The wording in UP Art. 2.9(2) is also almost completely identical to that used in its counterpart provision of the Convention.

The Official Comment on UP Art. 2.9 explains that where the offeree sent his acceptance in a timely fashion but only a delay in its transmission caused its late arrival at the offeror, the offeror must notify the offeree if he does not assent to the contract.[33]

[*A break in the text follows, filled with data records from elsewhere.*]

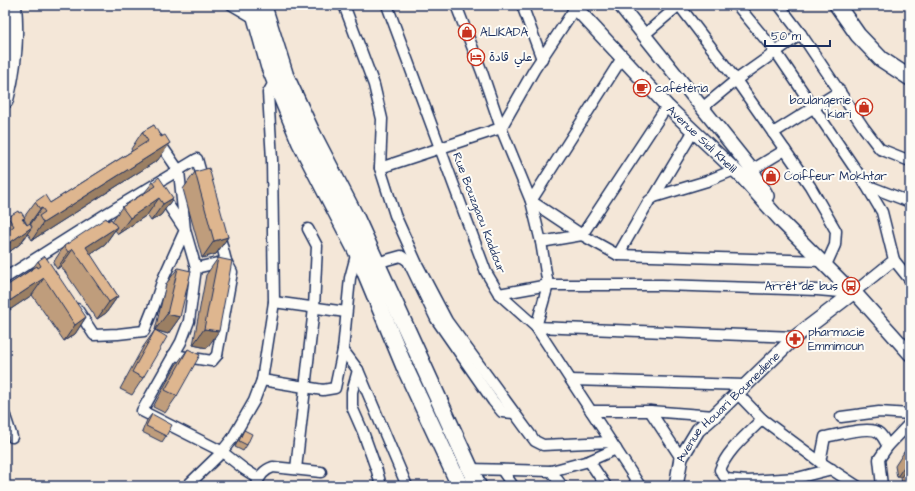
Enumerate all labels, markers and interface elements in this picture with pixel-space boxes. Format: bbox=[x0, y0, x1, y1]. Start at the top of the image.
shop icon: ALIKADA bbox=[457, 22, 477, 42]
scale bar bbox=[765, 22, 830, 48]
place label: ALIKADA bbox=[480, 24, 529, 41]
text: 50 m bbox=[771, 28, 802, 45]
hotel icon: علي قادة bbox=[466, 47, 486, 67]
place label: علي قادة bbox=[489, 49, 533, 68]
cafe icon: cafétéria bbox=[632, 78, 652, 98]
place label: cafétéria bbox=[655, 80, 708, 97]
place label: boulangerie kiari bbox=[790, 92, 852, 123]
shop icon: boulangerie kiari bbox=[854, 97, 874, 117]
street label: Avenue Sidi Khelil bbox=[663, 101, 741, 177]
street label: Rue Bouzgaou Kaddour bbox=[447, 150, 510, 277]
shop icon: Coiffeur Mokhtar bbox=[761, 166, 781, 186]
place label: Coiffeur Mokhtar bbox=[784, 168, 887, 185]
bus stop icon: Arrêt de bus bbox=[841, 276, 861, 296]
place label: Arrêt de bus bbox=[765, 278, 838, 295]
place label: pharmacie Emmimoun bbox=[808, 324, 865, 355]
pharmacy icon: pharmacie Emmimoun bbox=[785, 329, 805, 349]
street label: Avenue Houari Boumediene bbox=[672, 347, 784, 464]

     (b) Failure so to inform offeree: acceptance is effective

           (i) CISG Art. 21(2)

It follows from what was said earlier that if the offeror does not inform the offeree - either orally or by dispatching a relevant notice - that he considers his offer as having lapsed, the acceptance is effective and concludes the contract pursuant to Art. 21(2).[34] In that case, the late acceptance is considered to have arrived in due time, and the contract is concluded as of the moment the acceptance reaches the offeror.[35]

           (ii) UNIDROIT Principles Art. 2.9(2)

It is clear also in UNIDROIT Principles Art. 2.9(2) that where the offeree sent his acceptance in a timely manner but its arrival was late because of transmission delays,[36] the acceptance should be considered effective unless the offeror without delay informs the offeree that it considers its offer as having lapsed or gives notice to that effect.

V. Conclusion

The wording used in the counterpart provisions of the CISG and the UNIDROIT Principles dealing with the effect of a late acceptance is almost completely identical. Furthermore, based on the striking similarity in policy and structure of the approach adopted in the CISG and the UNIDROIT Principles to deal with the issue of late acceptance, it can be concluded that these counterpart provisions are substantively identical.[37]


FOOTNOTES

* Doctorate in Law; Fellow, Pace Law School Institute of International Commercial Law; Lecturer, Faculty of Law, University of Technology, Sydney.

1. I.e., an acceptance that has not reached the offeror in due time; see CISG Art. 18(2).

2. CISG Art. 21is situated among the eleven provisions of the Convention dealing with contract formation; see CISG Part II, Arts. 14 - 24.

3. UP Art. 2.9 is situated in Chapter 2 of the UNIDROIT Principles dealing with the rules of contractual formation; see UP Arts. 2.1 - 2.22.

4. See the Text of the Secretariat Commentary on Art. 19 of the 1978 Draft [draft counterpart of CISG Art. 21], available online at <http://cisgw3.law.pace.edu/cisg/text/secomm/secomm-21.html>: "If the acceptance is late, the offer lapses and no contract is concluded by the arrival of the acceptance." Art. 19 of the 1978 Draft and Art. 21 of the CISG are identical, except for some inconsequential re-wording which does not affect the substance of the provision, see <http://cisgw3.law.pace.edu/cisg/text/matchup/matchup-d-21.html>. The Secretariat Commentary on this article is, therefore, very relevant.

5. CISG Art. 18(2).

6. Honnold J.O., Uniform Law for International Sales, Kluwer Law International, 3rd ed. (1999), 195.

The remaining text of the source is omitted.